Lesson 5: Series and parallel resistors# Parallel resistors (derivation)

Discover the fascinating world of parallel resistors in electrical circuits! Learn how to identify parallel resistors, understand the concept of shared nodes and voltage, and apply Ohm's law to calculate equivalent resistance. Master the formula for parallel resistors and enhance your circuit analysis skills with real-life examples. Created by Willy McAllister.

## Want to join the conversation?

- May be asking this question prematurely, but the obvious questions is this: why does the net resistance actually DECREASE when using 2 resistors in parallel?(11 votes)
- Think of it this way, imagine you are in a supermarket and a bunch of people want to check stuff out. If you only have one cashier, the lines going to go pretty slowly. But if you add another cashier, more people can get their stuff checked out and the line would go faster. The more cashiers you add, the faster the line will go. Parallel circuits work similarly. The more resistors you add, the more paths through which current can flow. Hope this helps!(37 votes)

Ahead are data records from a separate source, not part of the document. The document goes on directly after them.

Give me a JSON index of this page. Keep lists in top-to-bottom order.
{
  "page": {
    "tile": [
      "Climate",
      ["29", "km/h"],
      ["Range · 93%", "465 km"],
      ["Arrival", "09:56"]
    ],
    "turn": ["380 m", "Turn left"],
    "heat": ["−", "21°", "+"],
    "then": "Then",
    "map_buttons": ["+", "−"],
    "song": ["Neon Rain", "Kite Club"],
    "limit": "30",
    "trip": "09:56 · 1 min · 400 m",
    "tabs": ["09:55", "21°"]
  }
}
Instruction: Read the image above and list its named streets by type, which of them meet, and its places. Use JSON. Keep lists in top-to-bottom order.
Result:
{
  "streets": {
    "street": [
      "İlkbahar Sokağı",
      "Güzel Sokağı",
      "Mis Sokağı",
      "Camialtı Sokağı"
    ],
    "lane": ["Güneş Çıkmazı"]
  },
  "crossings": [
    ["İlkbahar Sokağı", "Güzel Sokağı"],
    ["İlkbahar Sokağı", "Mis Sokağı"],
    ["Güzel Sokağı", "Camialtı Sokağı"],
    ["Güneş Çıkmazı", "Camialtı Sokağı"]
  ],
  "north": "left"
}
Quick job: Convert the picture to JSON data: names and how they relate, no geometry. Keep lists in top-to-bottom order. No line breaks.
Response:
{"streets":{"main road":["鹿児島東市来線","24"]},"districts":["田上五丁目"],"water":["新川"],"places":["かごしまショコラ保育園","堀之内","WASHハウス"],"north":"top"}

- Hi, I know how to calculate resistors in parallel but I've never fully understood the math behind it. To be more specific, I don't understand why we take 1/R1 + 1/R2. Can anyone please explain this to me or link to a useful video? Thanks.(11 votes)
- Hello Ben,

Here you go - hot off the YouTube presses. In this video I show how the equation may be derived by analyzing the current in the circuit.

https://www.youtube.com/watch?v=GEVjKzmr39E

Regards,

APD(7 votes)

- I might just be misunderstanding something, but I always thought that the current took the path of least resistance, so if you have parallel resistors with different amounts of resistance such as at7:43, wouldn't the current just choose the route with the 20 ohm resister?(5 votes)
- Imagine a narrow stream with water flowing. Drop a rock in the stream about 1/3 of the way from one edge. The water will split and flow around the rock on either side. The wide side corresponds to the lower resistor. Most, but not all, of the water goes on the wide side. There is always some that flows on the narrow (high resistance) side. Electric current does exactly the same thing.

If the rock is right in the center of the stream you would expect a 50-50 split of water on either side. If you move the rock slightly to one side you wouldn't expect all the water to suddenly 100% snap over to the slightly wider side.(10 votes)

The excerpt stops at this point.